- _Dataset excerpts_:
——————

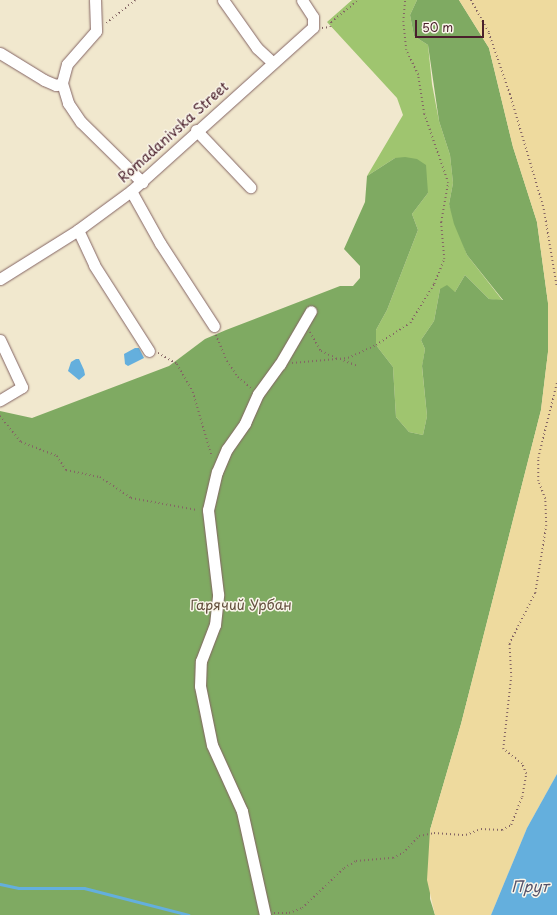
<!DOCTYPE html>
<meta charset="utf-8">
<style>
body{margin:0}
#map{position:relative;width:557px;height:915px;overflow:hidden;background:#f1e8ce;font-family:"Playpen Sans",sans-serif}
div>[style]{position:absolute}
.green>*{inset:0;background:#9fc56f}
.forest>*{inset:0;background:#7faa62}
.sand>*{inset:0;background:#eeda9e}
.water>*{inset:0;background:#64afdd}
.stream>*{height:3px;margin:-1.5px;padding:0 1.5px;transform-origin:1.5px;border-radius:1.5px;background:#64afdd}
.path>*{height:1.5px;margin-top:-0.75px;transform-origin:0;background:repeating-linear-gradient(90deg,#846564 0 1px,transparent 0 4px)}
.roads{filter:drop-shadow(0 0 1px #846564) drop-shadow(0 0 1px #846564)}
.minor>*{height:11px;margin:-5.5px;padding:0 5.5px;transform-origin:5.5px;border-radius:5.5px;background:#fff}
span{translate:-50% -50%;white-space:nowrap;text-align:center;line-height:1.15;-webkit-text-stroke:3px #fbf7ec;paint-order:stroke}
.street-label{font-size:14px;color:#4a1f2b}
.park-label{font-size:14px;color:#64513f}
.water-label{font-size:15px;color:#535169;font-style:italic}
.scale{position:absolute;left:415px;top:20px;width:69px;height:18px;box-sizing:border-box;border:2px solid #4a1f2b;border-top:0;padding-left:5px;font-size:12px;line-height:14px;white-space:nowrap;color:#4a1f2b;-webkit-text-stroke:3px #fbf7ec;paint-order:stroke}
</style>
<div id="map">
<div class="green">
<div style="clip-path:polygon(352px 0,417px 0,410px 15px,414px 36px,428px 45px,432px 84px,439px 121px,450px 155px,453px 183px,449px 204px,467px 255px,503px 301px,489px 299px,465px 275px,455px 292px,440px 289px,434px 321px,421px 340px,425px 349px,422px 367px,427px 416px,423px 435px,409px 432px,396px 417px,393px 367px,376px 345px,376px 330px,387px 310px,418px 230px,412px 214px,428px 193px,395px 158px,367px 176px,403px 115px,397px 98px,327px 22px)"></div>
</div>
<div class="forest">
<div style="clip-path:polygon(417px 0,459px 0,489px 48px,513px 147px,537px 222px,548px 303px,548px 352px,541px 410px,461px 724px,430px 830px,430px 899px,435px 915px,0 915px,0 411px,32px 418px,169px 366px,205px 339px,226px 330px,340px 286px,353px 286px,360px 278px,360px 266px,344px 249px,365px 202px,367px 176px,395px 158px,405px 157px,417px 159px,426px 165px,428px 193px,412px 214px,418px 230px,387px 310px,376px 330px,376px 345px,393px 367px,396px 417px,409px 432px,423px 435px,427px 416px,422px 366px,425px 349px,421px 340px,434px 321px,440px 289px,447px 285px,455px 292px,465px 275px,489px 299px,503px 300px,467px 255px,454px 224px,449px 204px,453px 183px,450px 155px,439px 121px,428px 45px,414px 36px,410px 15px)"></div>
</div>
<div class="sand">
<div style="clip-path:polygon(459px 0,557px 0,557px 774px,527px 828px,491px 915px,435px 915px,427px 880px,430px 830px,461px 724px,541px 410px,548px 352px,548px 303px,537px 222px,513px 147px,489px 48px)"></div>
</div>
<div class="water">
<div style="clip-path:polygon(135px 348px,139px 348px,144px 358px,128px 366px,125px 364px,124px 354px)"></div>
<div style="clip-path:polygon(76px 359px,79px 359px,84px 370px,85px 375px,79px 380px,68px 371px,71px 362px)"></div>
<div style="clip-path:polygon(557px 774px,557px 915px,491px 915px,527px 828px)"></div>
</div>
<div class="stream">
<div style="left:0;top:884px;width:19px;rotate:12deg"></div>
<div style="left:19px;top:888px;width:65px"></div>
<div style="left:84px;top:888px;width:108px;rotate:14.4deg"></div>
</div>
<div class="path">
<div style="left:471px;top:0;width:38px;rotate:61deg"></div>
<div style="left:489px;top:33px;width:65px;rotate:71deg"></div>
<div style="left:510px;top:94px;width:120px;rotate:73.5deg"></div>
<div style="left:544px;top:209px;width:79px;rotate:80.5deg"></div>
<div style="left:106px;top:23px;width:37px;rotate:-38deg"></div>
<div style="left:322px;top:28px;width:8px;rotate:-7deg"></div>
<div style="left:330px;top:27px;width:5px;rotate:-79deg"></div>
<div style="left:331px;top:22px;width:35px;rotate:-39deg"></div>
<div style="left:310px;top:332px;width:22px;rotate:60deg"></div>
<div style="left:321px;top:351px;width:17px;rotate:25deg"></div>
<div style="left:216px;top:335px;width:28px;rotate:67deg"></div>
<div style="left:227px;top:361px;width:19px;rotate:55deg"></div>
<div style="left:238px;top:377px;width:17px;rotate:40deg"></div>
<div style="left:158px;top:353px;width:22px;rotate:30deg"></div>
<div style="left:177px;top:364px;width:32px;rotate:60deg"></div>
<div style="left:193px;top:392px;width:68px;rotate:73.7deg"></div>
<div style="left:340px;top:359px;width:18px;rotate:22deg"></div>
<div style="left:292px;top:363px;width:56px;rotate:-5.1deg"></div>
<div style="left:348px;top:358px;width:31px;rotate:-25deg"></div>
<div style="left:376px;top:345px;width:40px;rotate:-32.9deg"></div>
<div style="left:410px;top:323px;width:46px;rotate:-58.4deg"></div>
<div style="left:434px;top:284px;width:27px;rotate:-68deg"></div>
<div style="left:444px;top:259px;width:37px;rotate:-95deg"></div>
<div style="left:441px;top:222px;width:40px;rotate:-80deg"></div>
<div style="left:448px;top:183px;width:73px;rotate:-109.2deg"></div>
<div style="left:424px;top:114px;width:39px;rotate:-99deg"></div>
<div style="left:418px;top:75px;width:28px;rotate:-116deg"></div>
<div style="left:406px;top:50px;width:28px;rotate:-96deg"></div>
<div style="left:403px;top:22px;width:22px;rotate:-85deg"></div>
<div style="left:0;top:416px;width:33px;rotate:51deg"></div>
<div style="left:21px;top:442px;width:39px;rotate:21deg"></div>
<div style="left:57px;top:456px;width:17px;rotate:57deg"></div>
<div style="left:66px;top:470px;width:35px;rotate:12deg"></div>
<div style="left:100px;top:477px;width:37px;rotate:34deg"></div>
<div style="left:131px;top:498px;width:67px;rotate:10.3deg"></div>
<div style="left:274px;top:913px;width:15px"></div>
<div style="left:289px;top:913px;width:14px;rotate:-21deg"></div>
<div style="left:302px;top:908px;width:58px;rotate:-43.6deg"></div>
<div style="left:344px;top:868px;width:14px;rotate:-30deg"></div>
<div style="left:356px;top:861px;width:37px;rotate:-5deg"></div>
<div style="left:393px;top:858px;width:11px;rotate:-27deg"></div>
<div style="left:403px;top:853px;width:23px;rotate:-47deg"></div>
<div style="left:419px;top:836px;width:15px;rotate:-11deg"></div>
<div style="left:434px;top:833px;width:32px;rotate:4deg"></div>
<div style="left:466px;top:835px;width:16px;rotate:-22deg"></div>
<div style="left:481px;top:829px;width:21px;rotate:3deg"></div>
<div style="left:502px;top:830px;width:10px;rotate:-29deg"></div>
<div style="left:511px;top:825px;width:30px;rotate:-69deg"></div>
<div style="left:522px;top:797px;width:23px;rotate:-80deg"></div>
<div style="left:526px;top:774px;width:11px;rotate:-112deg"></div>
<div style="left:522px;top:764px;width:24px;rotate:-142deg"></div>
<div style="left:503px;top:749px;width:72px;rotate:-83.7deg"></div>
<div style="left:511px;top:677px;width:33px;rotate:-93deg"></div>
<div style="left:509px;top:644px;width:57px;rotate:-63deg"></div>
<div style="left:535px;top:593px;width:68px;rotate:-80.7deg"></div>
<div style="left:546px;top:526px;width:27px;rotate:-92deg"></div>
<div style="left:545px;top:499px;width:19px;rotate:-111deg"></div>
<div style="left:538px;top:481px;width:23px;rotate:-90deg"></div>
<div style="left:538px;top:458px;width:78px;rotate:-76deg"></div>
</div>
<div class="roads">
<div class="minor">
<div style="left:95px;top:0;width:31px;rotate:88deg"></div>
<div style="left:96px;top:31px;width:44px;rotate:131.3deg"></div>
<div style="left:67px;top:64px;width:20px;rotate:105deg"></div>
<div style="left:62px;top:83px;width:21px;rotate:73deg"></div>
<div style="left:68px;top:103px;width:23px;rotate:56deg"></div>
<div style="left:81px;top:122px;width:86px;rotate:44.5deg"></div>
<div style="left:223px;top:0;width:59px;rotate:54.7deg"></div>
<div style="left:257px;top:48px;width:21px;rotate:43deg"></div>
<div style="left:0;top:53px;width:52px;rotate:31.5deg"></div>
<div style="left:44px;top:80px;width:13px;rotate:23deg"></div>
<div style="left:56px;top:85px;width:6px;rotate:-18deg"></div>
<div style="left:196px;top:130px;width:79px;rotate:46.5deg"></div>
<div style="left:131px;top:191px;width:60px;rotate:60.9deg"></div>
<div style="left:160px;top:243px;width:99px;rotate:57deg"></div>
<div style="left:78px;top:230px;width:38px;rotate:65deg"></div>
<div style="left:94px;top:265px;width:102px;rotate:57.4deg"></div>
<div style="left:0;top:279px;width:92px;rotate:-32.1deg"></div>
<div style="left:78px;top:230px;width:66px;rotate:-36.3deg"></div>
<div style="left:131px;top:191px;width:245px;rotate:-42deg"></div>
<div style="left:313px;top:27px;width:10px;rotate:-90deg"></div>
<div style="left:313px;top:17px;width:20px;rotate:-123deg"></div>
<div style="left:0;top:340px;width:52px;rotate:64.9deg"></div>
<div style="left:22px;top:387px;width:26px;rotate:149deg"></div>
<div style="left:265px;top:915px;width:107px;rotate:-102.5deg"></div>
<div style="left:242px;top:811px;width:72px;rotate:-114.4deg"></div>
<div style="left:212px;top:745px;width:60px;rotate:-101.5deg"></div>
<div style="left:200px;top:686px;width:25px;rotate:-88deg"></div>
<div style="left:201px;top:661px;width:39px;rotate:-69deg"></div>
<div style="left:215px;top:625px;width:31px;rotate:-84deg"></div>
<div style="left:218px;top:594px;width:85px;rotate:-96.8deg"></div>
<div style="left:208px;top:510px;width:39px;rotate:-77deg"></div>
<div style="left:217px;top:472px;width:25px;rotate:-67deg"></div>
<div style="left:227px;top:449px;width:32px;rotate:-55deg"></div>
<div style="left:245px;top:423px;width:32px;rotate:-66deg"></div>
<div style="left:258px;top:394px;width:37px;rotate:-54deg"></div>
<div style="left:280px;top:364px;width:61px;rotate:-59.7deg"></div>
</div>
</div>
<div class="street-label">
<span style="left:173px;top:132px;rotate:-42deg">Romadanivska Street</span>
</div>
<div class="park-label">
<span style="left:241px;top:605px">Гарячий Урбан</span>
</div>
<div class="water-label">
<span style="left:530px;top:886px">Прут</span>
</div>
<div class="scale">50 m</div>
</div>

——————

- _Brief_: Where the string "stream" occurs in a line of the material above, copy the whole line.

- _Task response_:
.stream>*{height:3px;margin:-1.5px;padding:0 1.5px;transform-origin:1.5px;border-radius:1.5px;background:#64afdd}
<div class="stream">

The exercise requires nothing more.